▸ **THE PROBLEM**:
Please count how many lines of the data include the word "building". Give only that number in reply.

▸ **THE DATA**:
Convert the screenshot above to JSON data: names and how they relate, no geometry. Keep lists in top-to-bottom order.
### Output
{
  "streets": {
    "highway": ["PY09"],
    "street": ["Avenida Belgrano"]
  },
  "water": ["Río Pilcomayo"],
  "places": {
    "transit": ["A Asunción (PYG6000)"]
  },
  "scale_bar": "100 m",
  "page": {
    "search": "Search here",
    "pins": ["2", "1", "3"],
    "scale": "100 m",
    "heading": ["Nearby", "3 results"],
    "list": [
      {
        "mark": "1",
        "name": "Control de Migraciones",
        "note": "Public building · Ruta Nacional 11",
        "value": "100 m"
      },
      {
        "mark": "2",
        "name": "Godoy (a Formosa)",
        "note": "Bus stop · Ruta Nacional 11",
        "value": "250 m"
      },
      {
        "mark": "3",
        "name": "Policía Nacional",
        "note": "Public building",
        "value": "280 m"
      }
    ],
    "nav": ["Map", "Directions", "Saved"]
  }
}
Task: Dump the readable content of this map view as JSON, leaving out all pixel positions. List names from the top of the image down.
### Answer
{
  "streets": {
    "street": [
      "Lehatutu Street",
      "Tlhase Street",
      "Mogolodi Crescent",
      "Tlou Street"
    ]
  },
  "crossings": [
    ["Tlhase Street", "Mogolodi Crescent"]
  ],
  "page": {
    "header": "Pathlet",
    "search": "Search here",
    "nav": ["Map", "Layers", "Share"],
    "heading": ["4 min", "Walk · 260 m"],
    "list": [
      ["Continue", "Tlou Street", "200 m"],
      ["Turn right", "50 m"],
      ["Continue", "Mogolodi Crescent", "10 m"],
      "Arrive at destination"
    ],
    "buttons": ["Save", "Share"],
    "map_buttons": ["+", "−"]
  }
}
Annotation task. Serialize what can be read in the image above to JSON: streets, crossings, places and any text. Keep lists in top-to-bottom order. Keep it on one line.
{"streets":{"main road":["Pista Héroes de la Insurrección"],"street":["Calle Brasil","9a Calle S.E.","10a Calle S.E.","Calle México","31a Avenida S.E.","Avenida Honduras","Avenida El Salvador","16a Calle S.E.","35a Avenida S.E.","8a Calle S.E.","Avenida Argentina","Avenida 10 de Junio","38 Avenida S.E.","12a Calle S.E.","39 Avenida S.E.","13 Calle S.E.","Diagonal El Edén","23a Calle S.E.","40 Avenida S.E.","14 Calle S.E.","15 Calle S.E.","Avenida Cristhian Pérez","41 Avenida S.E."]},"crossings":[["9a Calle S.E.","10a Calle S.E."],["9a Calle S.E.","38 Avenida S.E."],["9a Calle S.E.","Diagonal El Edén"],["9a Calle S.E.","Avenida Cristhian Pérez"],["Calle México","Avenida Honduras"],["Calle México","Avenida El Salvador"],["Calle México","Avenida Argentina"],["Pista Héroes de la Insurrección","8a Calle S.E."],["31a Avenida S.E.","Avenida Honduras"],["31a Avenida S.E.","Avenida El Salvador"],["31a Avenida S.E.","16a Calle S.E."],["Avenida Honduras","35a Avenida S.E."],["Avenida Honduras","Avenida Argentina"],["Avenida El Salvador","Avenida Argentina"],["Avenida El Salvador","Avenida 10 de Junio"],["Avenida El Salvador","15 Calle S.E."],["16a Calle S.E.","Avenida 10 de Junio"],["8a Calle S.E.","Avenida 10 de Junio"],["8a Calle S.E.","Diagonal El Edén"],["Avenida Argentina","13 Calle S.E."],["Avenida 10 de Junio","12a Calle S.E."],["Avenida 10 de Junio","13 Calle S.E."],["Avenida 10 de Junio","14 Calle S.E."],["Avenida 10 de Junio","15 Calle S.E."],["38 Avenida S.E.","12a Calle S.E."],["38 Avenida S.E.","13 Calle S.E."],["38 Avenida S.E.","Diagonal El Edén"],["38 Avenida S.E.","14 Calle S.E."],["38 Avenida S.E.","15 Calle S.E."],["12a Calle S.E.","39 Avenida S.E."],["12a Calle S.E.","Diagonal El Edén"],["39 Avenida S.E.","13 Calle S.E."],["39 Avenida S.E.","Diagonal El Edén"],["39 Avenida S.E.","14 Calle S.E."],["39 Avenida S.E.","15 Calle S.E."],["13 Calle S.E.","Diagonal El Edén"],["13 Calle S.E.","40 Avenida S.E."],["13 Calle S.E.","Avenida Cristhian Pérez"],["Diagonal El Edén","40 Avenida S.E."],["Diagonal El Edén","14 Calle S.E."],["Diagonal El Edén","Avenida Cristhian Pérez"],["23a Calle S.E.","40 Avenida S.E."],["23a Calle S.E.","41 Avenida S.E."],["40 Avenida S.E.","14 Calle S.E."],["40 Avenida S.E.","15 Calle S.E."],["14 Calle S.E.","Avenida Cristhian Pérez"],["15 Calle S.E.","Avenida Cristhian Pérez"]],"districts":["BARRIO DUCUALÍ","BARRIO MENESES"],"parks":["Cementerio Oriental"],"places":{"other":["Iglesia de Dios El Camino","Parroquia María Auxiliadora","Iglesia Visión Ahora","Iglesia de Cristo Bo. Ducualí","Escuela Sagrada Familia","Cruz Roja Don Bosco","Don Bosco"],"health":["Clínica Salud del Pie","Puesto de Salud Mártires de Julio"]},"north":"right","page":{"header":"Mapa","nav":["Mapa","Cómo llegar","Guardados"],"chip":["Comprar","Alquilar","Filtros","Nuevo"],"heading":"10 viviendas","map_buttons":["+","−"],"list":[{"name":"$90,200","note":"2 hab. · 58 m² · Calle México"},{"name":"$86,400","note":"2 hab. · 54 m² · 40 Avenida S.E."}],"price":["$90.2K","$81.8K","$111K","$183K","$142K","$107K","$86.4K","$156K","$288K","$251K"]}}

▸ **EXERCISE ANSWER**:
2